** Exercise objective **
Determine how many lines below include the string "down". Reply with the number only.

** Records for this task **

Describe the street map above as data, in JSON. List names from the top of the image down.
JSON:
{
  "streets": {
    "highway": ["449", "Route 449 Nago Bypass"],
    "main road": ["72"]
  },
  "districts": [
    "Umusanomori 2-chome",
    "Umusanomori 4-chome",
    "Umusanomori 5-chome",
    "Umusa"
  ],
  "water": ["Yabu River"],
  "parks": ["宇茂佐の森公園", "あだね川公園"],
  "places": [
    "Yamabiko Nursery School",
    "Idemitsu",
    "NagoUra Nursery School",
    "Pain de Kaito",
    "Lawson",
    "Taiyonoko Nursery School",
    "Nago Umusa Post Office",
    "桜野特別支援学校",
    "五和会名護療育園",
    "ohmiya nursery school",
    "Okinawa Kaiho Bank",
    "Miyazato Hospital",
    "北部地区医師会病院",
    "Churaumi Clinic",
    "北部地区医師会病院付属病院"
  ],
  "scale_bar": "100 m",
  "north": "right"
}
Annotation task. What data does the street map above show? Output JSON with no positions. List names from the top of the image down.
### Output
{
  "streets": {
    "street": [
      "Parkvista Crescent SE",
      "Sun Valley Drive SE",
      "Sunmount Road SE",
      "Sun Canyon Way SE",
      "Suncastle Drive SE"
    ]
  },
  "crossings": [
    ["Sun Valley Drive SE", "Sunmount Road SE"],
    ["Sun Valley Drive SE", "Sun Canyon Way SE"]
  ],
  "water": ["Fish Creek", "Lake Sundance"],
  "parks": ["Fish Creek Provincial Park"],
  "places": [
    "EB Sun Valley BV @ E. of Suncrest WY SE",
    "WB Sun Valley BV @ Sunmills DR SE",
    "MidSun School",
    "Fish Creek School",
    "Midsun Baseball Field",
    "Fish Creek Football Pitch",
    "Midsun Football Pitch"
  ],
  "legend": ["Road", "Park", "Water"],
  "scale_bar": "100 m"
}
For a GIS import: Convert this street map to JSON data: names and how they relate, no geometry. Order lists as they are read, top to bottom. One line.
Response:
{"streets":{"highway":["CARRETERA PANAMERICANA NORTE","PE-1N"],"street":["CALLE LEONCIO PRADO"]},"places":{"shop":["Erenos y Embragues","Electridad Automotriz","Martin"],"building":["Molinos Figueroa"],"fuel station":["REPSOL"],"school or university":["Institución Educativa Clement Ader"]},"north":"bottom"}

** Response **
2